═══ SOURCE DATA ═══

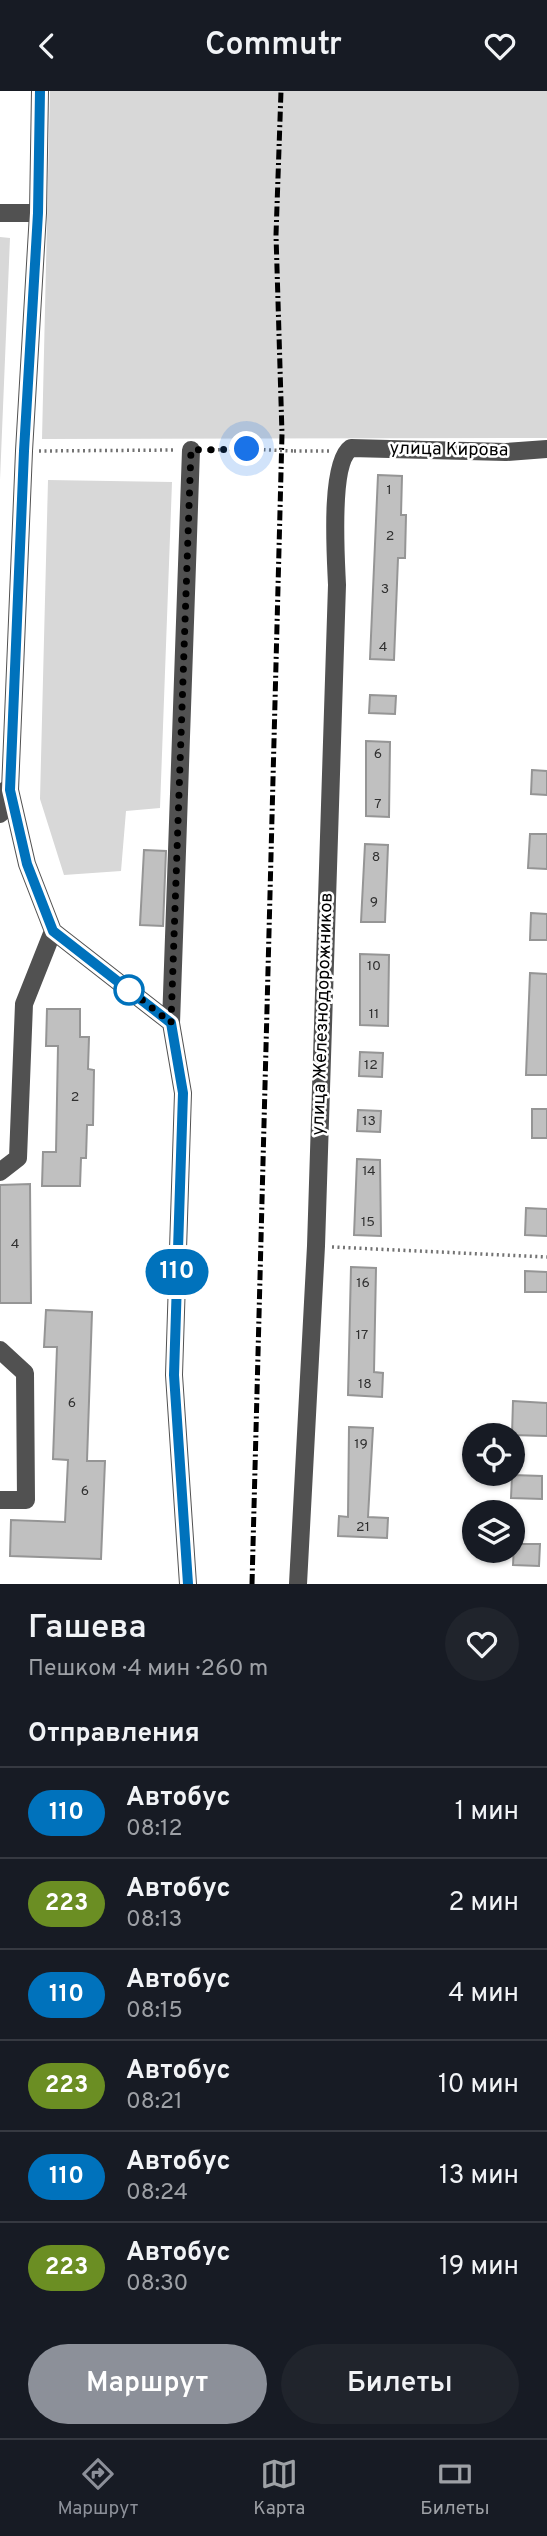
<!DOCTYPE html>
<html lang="ru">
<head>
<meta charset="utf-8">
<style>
	:root { --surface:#171b24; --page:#20242c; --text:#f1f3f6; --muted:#9ea1a6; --line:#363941; --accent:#8c9099 }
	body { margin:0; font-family:Overpass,sans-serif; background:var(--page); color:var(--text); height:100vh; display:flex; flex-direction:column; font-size:26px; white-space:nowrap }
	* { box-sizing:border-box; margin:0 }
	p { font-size:23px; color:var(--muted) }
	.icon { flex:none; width:38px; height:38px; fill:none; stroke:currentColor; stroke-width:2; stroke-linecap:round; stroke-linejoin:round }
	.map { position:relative; height:1493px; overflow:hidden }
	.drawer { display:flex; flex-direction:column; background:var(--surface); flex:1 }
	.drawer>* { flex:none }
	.badge { padding:0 14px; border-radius:23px; font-size:24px; line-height:46px }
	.buttons { position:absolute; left:462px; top:1332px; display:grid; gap:14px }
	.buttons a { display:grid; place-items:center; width:63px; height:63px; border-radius:50%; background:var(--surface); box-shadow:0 2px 5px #0004; font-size:35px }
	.you { position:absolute; width:35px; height:35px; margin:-18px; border:5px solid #fff; border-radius:50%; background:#1a73e8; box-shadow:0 0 0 10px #1a73e833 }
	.map>.badge { position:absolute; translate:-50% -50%; box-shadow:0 0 0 4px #fff }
	h2 { padding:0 28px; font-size:26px; line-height:63px }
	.round { display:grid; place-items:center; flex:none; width:74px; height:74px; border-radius:37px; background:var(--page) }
	.head { display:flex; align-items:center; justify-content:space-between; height:119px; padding:0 28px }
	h1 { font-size:33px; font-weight:600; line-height:52px }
	.primary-button { display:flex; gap:14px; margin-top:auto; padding:14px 28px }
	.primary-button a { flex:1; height:80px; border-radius:42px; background:var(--accent); color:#fff; font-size:28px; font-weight:600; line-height:80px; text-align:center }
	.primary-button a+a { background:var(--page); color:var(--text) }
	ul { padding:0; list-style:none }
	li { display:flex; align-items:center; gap:21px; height:91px; padding:0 28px; border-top:2px solid var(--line) }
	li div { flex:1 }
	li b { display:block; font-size:26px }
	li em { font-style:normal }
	li .badge { min-width:77px; font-weight:700; text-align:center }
	header { display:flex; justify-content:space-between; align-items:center; height:91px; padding:0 28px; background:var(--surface); font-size:32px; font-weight:600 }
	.dock { display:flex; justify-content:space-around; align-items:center; height:98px; border-top:2px solid var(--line); background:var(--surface); font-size:19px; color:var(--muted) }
	.dock a { display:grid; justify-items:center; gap:4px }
	.dock .selected { color:var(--accent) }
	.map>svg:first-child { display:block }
</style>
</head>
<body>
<header><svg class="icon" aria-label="back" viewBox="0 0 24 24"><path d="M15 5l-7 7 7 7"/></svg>Commutr<svg class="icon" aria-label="heart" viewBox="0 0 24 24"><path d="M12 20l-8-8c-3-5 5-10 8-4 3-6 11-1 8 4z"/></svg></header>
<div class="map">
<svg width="547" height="1493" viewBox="0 0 547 1493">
	<rect width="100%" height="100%" fill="#fff"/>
	<path fill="#d8d8d8" d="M50 0H547V347L42 348Z
		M0 146 10 147 0 389Z
		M48 389 172 391 160 717 126 720 121 780 64 784 40 708Z"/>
	<path fill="#c0c0c0" stroke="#959595" stroke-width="2" d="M378 384 402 385 401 424H406L405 467H398L394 569 370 568Z
		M370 604 396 605 395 623 369 622Z
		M366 650 390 651 389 726 366 725Z
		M532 679 547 680V704L531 703Z
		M530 743H547V778L528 777Z
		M365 753 388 754 385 831H361Z
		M144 759 166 760 163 835 140 834Z
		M531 822 547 823V849H530Z
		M360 863 389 864 388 935 360 934Z
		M530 882 547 883V984H526Z
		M47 918H80V946H89L88 978 94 979 93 1034H87L86 1067H81L80 1095H42L43 1061H56L58 955H46Z
		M360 961 383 962 382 986 359 985Z
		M532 1018H547V1047H532Z
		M358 1019 381 1020 380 1041 357 1040Z
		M357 1068 380 1069 381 1145 354 1144Z
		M30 1093 31 1212H0V1094Z
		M526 1117 547 1118V1145L525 1144Z
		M351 1176 376 1177 374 1281 383 1282 382 1306 348 1304Z
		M525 1180 547 1181V1201H525Z
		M46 1219 92 1221 87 1370H105L101 1468 10 1465 11 1429 65 1431 68 1369 53 1368 57 1256H44Z
		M513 1310 547 1312V1345L512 1344Z
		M349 1336 373 1337 368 1426 388 1427 387 1447 338 1445 339 1425 348 1426Z
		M512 1384 542 1385V1408L511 1407Z
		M514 1453H540L539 1475 513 1474Z"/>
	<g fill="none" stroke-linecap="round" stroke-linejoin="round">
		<path stroke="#737373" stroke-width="3.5" stroke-dasharray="2 3.5" stroke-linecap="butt" d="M207 359 247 358
			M39 360 175 359
			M294 360H329
			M332 1156 547 1166"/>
		<path stroke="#515151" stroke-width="18" d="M40 0 38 122 24 360 10 699 27 773 53 840
			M0 122H38
			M0 723 10 699 7 698
			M53 840 171 932 183 1002 174 1284 188 1493
			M171 932 191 359
			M0 1081 18 1067 24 913 53 840
			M0 1259 25 1282 26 1409H0
			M298 1493 316 1155 337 494C336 468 329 372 351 357L506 361 547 358"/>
		<path stroke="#000" stroke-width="5" stroke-dasharray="10 3.5 2 3.5" stroke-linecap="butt" d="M252 1493 282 343 276 144 281 0"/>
		<path stroke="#737373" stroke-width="3.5" stroke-dasharray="2 3.5" stroke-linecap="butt" d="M247 358 294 360"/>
	</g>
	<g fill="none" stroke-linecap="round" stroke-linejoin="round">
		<defs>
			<path id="line" d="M40 0 38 122 24 360 10 699 27 773 53 840 171 932 183 1002 174 1284 188 1493"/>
		</defs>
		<use href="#line" stroke="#fff" stroke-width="16"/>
		<use href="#line" stroke="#0072bc" stroke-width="10"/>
		<path stroke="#000" stroke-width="7" stroke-dasharray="0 12.6" d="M129 899 126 896 171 932 191 359 247 358"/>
	</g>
	<circle fill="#fff" stroke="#0072bc" stroke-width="3.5" cx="129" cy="899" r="14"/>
	<g text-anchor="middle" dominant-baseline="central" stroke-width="5" stroke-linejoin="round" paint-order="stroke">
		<g font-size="14" fill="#303030">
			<text x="389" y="399">1</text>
			<text x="390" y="445">2</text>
			<text x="385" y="498">3</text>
			<text x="383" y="556">4</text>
			<text x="378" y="663">6</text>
			<text x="378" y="713">7</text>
			<text x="376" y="766">8</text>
			<text x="374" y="811">9</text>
			<text x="374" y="875">10</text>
			<text x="374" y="923">11</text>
			<text x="371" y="974">12</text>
			<text x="75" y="1006">2</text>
			<text x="369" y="1030">13</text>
			<text x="369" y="1080">14</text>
			<text x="368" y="1131">15</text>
			<text x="15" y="1153">4</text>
			<text x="363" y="1192">16</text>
			<text x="362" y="1244">17</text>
			<text x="365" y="1293">18</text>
			<text x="72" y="1312">6</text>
			<text x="361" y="1353">19</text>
			<text x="85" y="1400">6</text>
			<text x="363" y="1436">21</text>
		</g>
		<g font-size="18" fill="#000" stroke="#fff">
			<text transform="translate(449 359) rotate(1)">улица Кирова</text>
			<text transform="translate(323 923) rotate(-88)">улица Железнодорожников</text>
		</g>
	</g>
</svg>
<div class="buttons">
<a><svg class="icon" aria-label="locate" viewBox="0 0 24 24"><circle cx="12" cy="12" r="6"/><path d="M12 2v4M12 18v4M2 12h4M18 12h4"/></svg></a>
<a><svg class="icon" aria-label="layers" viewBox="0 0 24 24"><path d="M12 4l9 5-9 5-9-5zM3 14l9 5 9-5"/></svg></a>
</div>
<div class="you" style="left:247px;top:358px"></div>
<b class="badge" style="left:177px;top:1181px;background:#0072bc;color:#fff">110</b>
</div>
<section class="drawer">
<div class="head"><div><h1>Гашева</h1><p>Пешком · 4 мин · 260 m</p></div><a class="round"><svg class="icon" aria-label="heart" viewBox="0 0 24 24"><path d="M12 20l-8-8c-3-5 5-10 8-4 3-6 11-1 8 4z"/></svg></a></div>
<h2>Отправления</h2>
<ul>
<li><span class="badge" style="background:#0072bc;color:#fff">110</span><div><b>Автобус</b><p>08:12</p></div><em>1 мин</em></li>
<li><span class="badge" style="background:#6b8e23;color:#fff">223</span><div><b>Автобус</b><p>08:13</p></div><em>2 мин</em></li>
<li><span class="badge" style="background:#0072bc;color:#fff">110</span><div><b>Автобус</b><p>08:15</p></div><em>4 мин</em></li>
<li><span class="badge" style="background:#6b8e23;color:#fff">223</span><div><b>Автобус</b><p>08:21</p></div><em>10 мин</em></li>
<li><span class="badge" style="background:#0072bc;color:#fff">110</span><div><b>Автобус</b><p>08:24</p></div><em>13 мин</em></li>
<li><span class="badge" style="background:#6b8e23;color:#fff">223</span><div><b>Автобус</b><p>08:30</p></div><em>19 мин</em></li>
</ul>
<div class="primary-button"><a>Маршрут</a><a>Билеты</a></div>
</section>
<nav class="dock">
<a class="selected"><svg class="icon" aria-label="directions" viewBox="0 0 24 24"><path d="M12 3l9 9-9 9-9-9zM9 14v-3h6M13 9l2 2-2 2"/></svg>Маршрут</a>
<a><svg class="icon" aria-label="map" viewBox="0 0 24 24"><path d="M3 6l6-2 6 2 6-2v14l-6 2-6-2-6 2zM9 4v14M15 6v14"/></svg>Карта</a>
<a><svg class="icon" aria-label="tickets" viewBox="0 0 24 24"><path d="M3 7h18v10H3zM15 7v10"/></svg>Билеты</a>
</nav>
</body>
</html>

═══

When a line in the listing includes the word "column", report that line in full.

▶ [REPLY TO THE EXERCISE]
	body { margin:0; font-family:Overpass,sans-serif; background:var(--page); color:var(--text); height:100vh; display:flex; flex-direction:column; font-size:26px; white-space:nowrap }
	.drawer { display:flex; flex-direction:column; background:var(--surface); flex:1 }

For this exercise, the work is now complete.